Solar-powered projectors for African schools

Onebillion unveils solar-powered project to transform education for Malawian children

Onebillion has unveiled its solar-powered projection solution designed to transform the education of one billion marginalised children in Africa. 

The not-for-profit developer wanted to find a way to help Malawian teachers educate children with the help of technology.  

The task certainly had its challenges. Class sizes reach 100 pupils on average and up to 300 pupils in some schools, and very few schools have electricity. The project required a solar-powered projection solution that would enable teachers to share material with every child in the class. With the help of Cambridge-based engineer, Chris Moller, who donated his time to build prototypes, onebillion created a portable energy efficient solution with Optoma’s ultra mobile LED ML750e projector.
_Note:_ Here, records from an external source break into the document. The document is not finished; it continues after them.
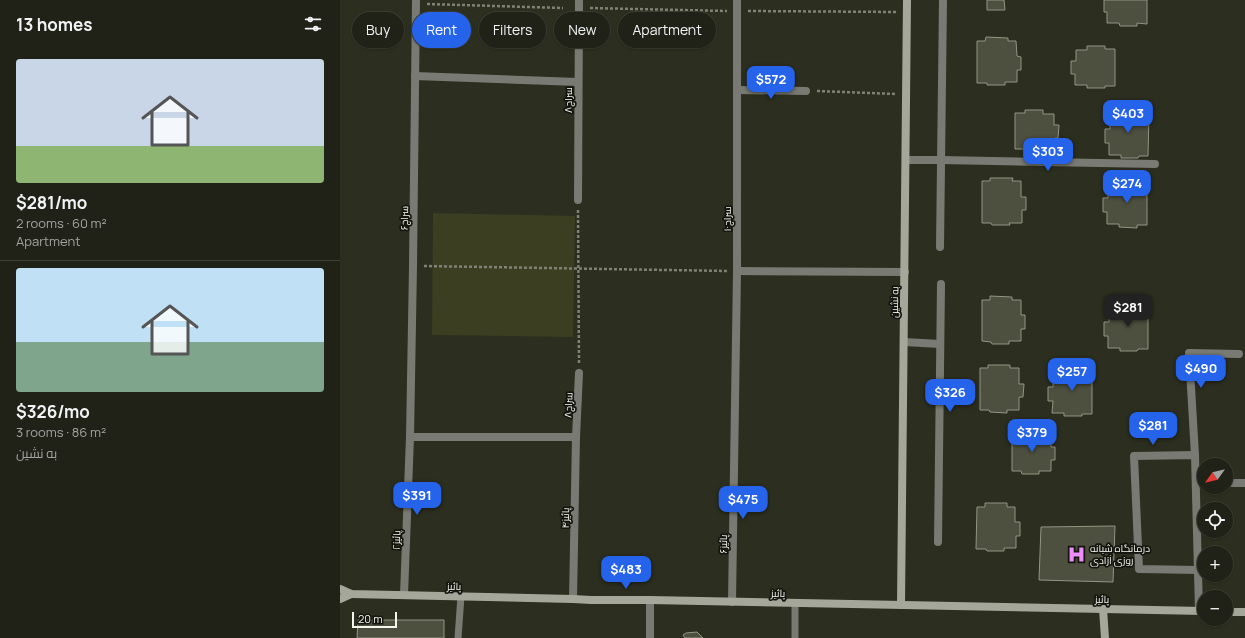 <!DOCTYPE html>
<meta charset="utf-8">
<style>
:root{--surface:#212217;--page:#292a20;--text:#f1f3f6;--muted:#a2a4a1;--line:#3e3f36;--accent:#2563eb}
body{margin:0;font-family:Manrope,Cairo,sans-serif;background:var(--page);color:var(--text);height:100vh;display:flex;flex-direction:column;font-size:15px;white-space:nowrap}
*{box-sizing:border-box;margin:0}
p{font-size:13px;color:var(--muted)}
.icon{flex:none;width:22px;height:22px;fill:none;stroke:currentColor;stroke-width:2;stroke-linecap:round;stroke-linejoin:round}
.map{position:relative;flex:1;overflow:hidden}
.drawer{display:flex;flex-direction:column;background:var(--surface);width:340px}
.drawer>*{flex:none}
.banner{position:absolute;left:12px;top:12px;width:380px;height:36px;display:flex;gap:8px}
.needle{width:26px;rotate:236deg}
.fabs{position:absolute;left:857px;top:458px;display:grid;gap:8px}
.fabs a{display:grid;place-items:center;width:36px;height:36px;border-radius:50%;background:var(--surface);box-shadow:0 1px 3px #0004,0 0 0 1px var(--line);font-size:20px}
.scale{position:absolute;left:12px;bottom:10px;width:45px;box-sizing:border-box;padding-left:4px;border:2px solid #f4f5ec;border-top:0;font-size:11px;line-height:14px;white-space:nowrap;color:#f4f5ec;-webkit-text-stroke:3px #14150f;paint-order:stroke}
.price{position:absolute;translate:-50% -34px;padding:0 9px;border-radius:8px;background:var(--accent);color:#fff;font-size:13px;line-height:26px;filter:drop-shadow(0 1px 2px #0008)}
.price::after{content:'';position:absolute;left:50%;top:24px;width:12px;height:9px;margin-left:-6px;background:inherit;clip-path:polygon(0 0,100% 0,50% 100%)}
.price.selected{background:#222;color:#fff}
ul{padding:0;list-style:none}
li{display:grid;align-content:center;gap:8px;height:212px;padding:0 16px}
li+li{border-top:1px solid var(--line)}
li span{display:grid;place-items:center;height:124px;border-radius:4px;color:#555}
li>.icon{margin-inline-start:auto}
span .icon{width:72px;height:72px;fill:#fffc;stroke-width:1}
li b{font-size:17px}
h2{display:flex;justify-content:space-between;align-items:center;height:48px;padding:0 16px;font-size:17px}
.tag{padding:0 14px;border-radius:18px;background:var(--surface);box-shadow:0 1px 3px #0004,0 0 0 1px var(--line);font-size:14px;line-height:36px}
.tag.selected{background:var(--accent);color:#fff}
main{display:flex;flex:1;min-height:0}
.map>svg:first-child{display:block}
.green{fill:#3c3e22}
.building{fill:#4d4f3f;stroke:#949684}
.lines{fill:none;stroke-linecap:round;stroke-linejoin:round}
.path{stroke:#808275;stroke-width:2.5;stroke-dasharray:3 2;stroke-linecap:butt}
.lane{stroke:#797a73;stroke-width:7}
.street{stroke:#797a73;stroke-width:8}
.secondary{stroke:#a5a79b;stroke-width:8}
.labels{text-anchor:middle;dominant-baseline:central;stroke-width:3.5;stroke-linejoin:round;paint-order:stroke}
.street-label{font-size:10px;fill:#f4f5ec;stroke:#14150f}
.poi-label{font-size:10px;fill:#f4f5ec;stroke:#14150f;text-anchor:start}
</style>
<main>
<section class="drawer">
<h2>13 homes<svg class="icon" aria-label="filters" viewBox="0 0 24 24"><path d="M4 7h16M4 17h16"/><circle cx="9" cy="7" r="2"/><circle cx="15" cy="17" r="2"/></svg></h2>
<ul>
<li><span style="background:linear-gradient(#c9d6e8 70%,#8fb573 0)"><svg class="icon" aria-label="home" viewBox="0 0 24 24"><path d="M3 11l9-7 9 7M6 9v11h12V9"/></svg></span><div><b>$281/mo</b><p>2 rooms · 60 m²</p><p>Apartment</p></div></li>
<li><span style="background:linear-gradient(#bfe0f5 60%,#7fa58c 0)"><svg class="icon" aria-label="home" viewBox="0 0 24 24"><path d="M3 11l9-7 9 7M6 9v11h12V9"/></svg></span><div><b>$326/mo</b><p>3 rooms · 86 m²</p><p>به نشین</p></div></li>
</ul>
</section>
<div class="map">
<svg width="905" height="638" viewBox="0 0 905 638">
<rect width="100%" height="100%" fill="#2c2e1f"/>
<!-- green -->
<polygon class="green" points="93,213 235,216 233,337 92,335"/>
<!-- building -->
<g class="building">
<polygon points="647,0 664,0 665,10 647,10"/>
<polygon points="764,0 807,0 807,24 797,23 797,26 780,26 779,23 767,23 767,12 764,12"/>
<polygon points="646,37 668,38 668,41 676,41 677,56 681,57 681,70 677,70 677,82 665,82 665,85 647,85 647,83 637,83 637,41 645,41"/>
<polygon points="747,46 765,46 765,49 775,49 775,86 765,86 765,88 747,88 747,85 735,85 735,74 731,74 731,61 736,61 736,50 747,50"/>
<polygon points="685,110 703,110 703,114 714,114 714,125 719,125 718,138 715,138 715,149 703,149 703,152 685,152 684,149 675,149 675,113 685,113"/>
<polygon points="778,110 800,111 801,114 809,114 808,156 799,156 798,158 781,158 781,155 769,155 769,143 765,143 765,129 770,129 770,114 778,114"/>
<polygon points="650,178 673,178 672,181 681,181 681,197 686,197 686,210 682,210 682,223 669,223 670,225 652,225 651,223 642,223 642,181 650,181"/>
<polygon points="777,180 799,180 799,183 807,183 807,225 797,225 797,228 779,227 779,224 767,224 767,212 763,212 763,198 768,198 768,183 776,183"/>
<polygon points="650,296 672,297 672,300 681,300 681,315 685,315 685,329 681,329 681,341 669,341 669,344 652,344 651,342 642,341 642,300 650,300"/>
<polygon points="777,304 800,304 800,307 808,307 808,349 798,349 797,351 780,351 780,348 768,348 768,336 764,336 764,322 769,322 769,307 777,307"/>
<polygon points="648,365 670,365 670,368 679,368 679,384 684,384 683,397 679,397 679,410 667,410 667,413 650,412 649,410 640,410 640,368 648,368"/>
<polygon points="722,368 744,368 744,372 752,372 752,414 742,414 742,416 724,416 724,413 712,413 713,401 708,401 708,387 713,387 713,372 722,372"/>
<polygon points="682,432 700,432 700,436 711,436 711,447 715,447 715,460 711,460 711,471 699,471 699,474 682,474 681,471 672,471 672,435 682,435"/>
<polygon points="645,503 667,503 667,507 675,507 675,522 680,522 680,536 676,536 676,548 664,548 664,551 647,551 646,549 636,549 637,507 645,507"/>
<polygon points="775,526 773,582 699,580 701,527"/>
<polygon points="18,620 104,620 104,638 17,638"/>
<polygon points="357,632 363,638 345,638 343,635 346,633"/>
</g>
<g class="lines">
<!-- path -->
<g class="path">
<polyline points="87,4 223,8"/>
<polyline points="250,8 387,11"/>
<polyline points="408,11 557,12"/>
<polyline points="477,91 556,94"/>
<polyline points="238,210 239,363"/>
<polyline points="84,266 387,271"/>
</g>
<!-- lane -->
<g class="lane">
<polyline points="118,638 121,596"/>
<polyline points="455,638 455,603"/>
</g>
<!-- street -->
<g class="street">
<polyline points="75,76 238,82"/>
<polyline points="397,90 466,91"/>
<polyline points="566,160 601,160 815,164"/>
<polyline points="238,200 239,0"/>
<polyline points="600,247 603,0"/>
<polyline points="397,271 565,272"/>
<polyline points="564,342 600,344"/>
<polyline points="70,437 236,437"/>
<polyline points="855,455 849,353 899,354"/>
<polyline points="856,483 864,483"/>
<polyline points="886,483 905,483"/>
<polyline points="598,542 601,284"/>
<path d="M 858,570 L 799,569 L 794,456 L 855,455 C 856,507 858,559 859,611"/>
<polyline points="64,595 70,437 73,266 76,0"/>
<polyline points="233,599 236,437 239,373"/>
<polyline points="310,600 310,638"/>
<polyline points="392,602 397,271 397,0"/>
</g>
<!-- secondary -->
<g class="secondary">
<polyline points="0,589 11,594 233,599 251,600 310,600 864,611"/>
<polyline points="0,599 11,594"/>
<polyline points="561,605 567,0"/>
<polyline points="763,609 765,638"/>
<polyline points="886,612 905,612"/>
</g>
</g>
<!-- icons -->
<defs>
<symbol id="hospital-bare" viewBox="-9 -9 18 18"><path d="M-5-5h3v3.5h4V-5h3V5h-3V1.5h-4V5h-3Z" fill="#ed8cfa" stroke="#14150f" stroke-width="2.5" paint-order="stroke"/></symbol>
</defs>
<g fill-rule="evenodd">
<use href="#hospital-bare" x="724" y="542" width="25" height="25"/>
</g>
<g class="labels">
<!-- street labels -->
<g class="street-label">
<text transform="translate(228 100) rotate(-90)">سراج۸</text>
<text transform="translate(64 218) rotate(-89)">سراج۶</text>
<text transform="translate(387 219) rotate(-90)">سراج۱۰</text>
<text transform="translate(554 302) rotate(-89)">به نشین</text>
<text transform="translate(228 405) rotate(-87)">۸سراج</text>
<text transform="translate(225 518) rotate(-89)">پائیز۴</text>
<text transform="translate(56 540) rotate(-88)">پائیز۲</text>
<text transform="translate(383 544) rotate(-89)">پائیز۶</text>
<text transform="translate(114 586) rotate(1)">پائیز</text>
<text transform="translate(438 593) rotate(1)">پائیز</text>
<text transform="translate(762 599) rotate(1)">پائیز</text>
</g>
<!-- poi labels -->
<g class="poi-label">
<text x="750" y="548">درمانگاه شبانه<tspan x="750" dy="12">روزی آزادی</tspan></text>
</g>
</g>
</svg>
<div class="fabs">
<a><svg class="needle" viewBox="-14 -14 28 28"><path d="M0-13l5 13h-10z" fill="#e53935"/><path d="M0 13l5-13h-10z" fill="#a2a4a1"/></svg></a>
<a><svg class="icon" aria-label="locate" viewBox="0 0 24 24"><circle cx="12" cy="12" r="6"/><path d="M12 2v4M12 18v4M2 12h4M18 12h4"/></svg></a>
<a>+</a>
<a>−</a>
</div>
<div class="scale">20 m</div>
<b class="price" style="left:431px;top:100px">$572</b>
<b class="price" style="left:788px;top:134px">$403</b>
<b class="price" style="left:708px;top:172px">$303</b>
<b class="price" style="left:787px;top:204px">$274</b>
<b class="price selected" style="left:788px;top:328px">$281</b>
<b class="price" style="left:861px;top:389px">$490</b>
<b class="price" style="left:732px;top:392px">$257</b>
<b class="price" style="left:610px;top:413px">$326</b>
<b class="price" style="left:813px;top:446px">$281</b>
<b class="price" style="left:692px;top:453px">$379</b>
<b class="price" style="left:77px;top:516px">$391</b>
<b class="price" style="left:403px;top:520px">$475</b>
<b class="price" style="left:286px;top:590px">$483</b>
<div class="banner">
<a class="tag">Buy</a>
<a class="tag selected">Rent</a>
<a class="tag">Filters</a>
<a class="tag">New</a>
<a class="tag">Apartment</a>
</div>
</div>
</main>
It installed this in a sturdy case with an Apple TV media streamer and an amplified speaker system.

Andrew Ashe, CEO of onebillion, said: “It is totally transformational for these children to have access to this material. The need for better resources in Malawi is enormous, as most primary schools don’t have access to high-quality teaching resources. I am convinced that the LED projector in conjunction with our apps will pave the way to give these young people the fundamentals of literacy and numeracy.”

ABOVE: The bright, yet low-powered LED projector is connected to a long-life battery that enables the teacher to use the unit with their class for up to five and a half hours on a single charge

As well as creating the portable energy efficient solution, it would produce a set of high-quality resources on a variety of topics that can be operated from a tablet and connected to the projector. Teachers would have access to a curated set of engaging and valuable apps, videos and books.  

These apps help children to learn key skills of numeracy and literacy in both their own language and in English. Chichewa is the official language of Malawi, spoken by over 57% of the population. Onebillion’s ambitious goal is to transform the education of one billion marginalised children. It has already established five oneclass learning centres in Malawi, with another 200 classrooms planned nationwide, providing apps in the local language, on solar powered tablets. It works closely with volunteer charity, VSO, to bring transformational learning to all primary school children in Malawi.

ABOVE: Onebillion will be presenting the ML750e projection solution to the Malawi Institute of Education and Ministry of Education officials at a conference on publishing educational material in Lilongwe, Malawi, in September

LED projectors use less energy than traditional lamp-based models and the perceived brightness from LED projectors can be twice that of an equivalent lamp-based models. Fortunately, Malawian classrooms are kept fairly dark to keep them cool – so the 700 LED brightness of the ML750e is just right. 

Weighing just 380g, this ultra mobile HD Ready little projector, with WXGA resolution incorporates a media player, native office viewer, built-in speaker and HDMI connectivity. Projection without a laptop is straightforward using the built-in memory, a microSD card slot or USB connection. 

The bright, yet low-powered LED projector was connected to a long-life battery that enables the teacher to use the unit with their class for up to five and a half hours on a single charge – enough for a whole school day. It has multiple charging options: solar power, a car battery through the lighter socket, a mains adapter or 24V DC from the solar cabinet of a oneclass learning centre. 

Within the unit an Apple TV media streamer is installed. This allows teachers to use AirPlay to stream material from an iPad Mini and share this with the whole class.  The unit also has an amplified speaker system so every child can hear audio in a class.  

And this is all fixed securely in a sturdy case, donated by CP Cases, to protect the whole system from the elements and regular use. The system draws as little power as possible. Teachers only need to press on/off and the hardware works together as soon as it gets signal. The ML750e has an audio output allowing external speakers to be connected. This enables the teachers to get the additional volume needed when so many children are in the class.

Onebillion CEO Andrew Ashe said: “With class sizes usually over 100 – and sometimes as many as 300 students, and with few resources, the job of a Malawian teacher is really challenging. With our portable solar-powered projector, we can provide them with high quality resources that can be projected to every child in their class. 

“The ML750e just works. We are delighted with the projector. It has already been all around Malawi and is proving itself to be robust and reliable. It is simple for teachers to use and gives them the resources to be able to reach and teach more children. Our goal is to scale this up to provide one in every single one of the 5,300 primary schools across Malawi.”

Onebillion will take the projector to India and Uganda in October with a view to rolling the solution out to more countries.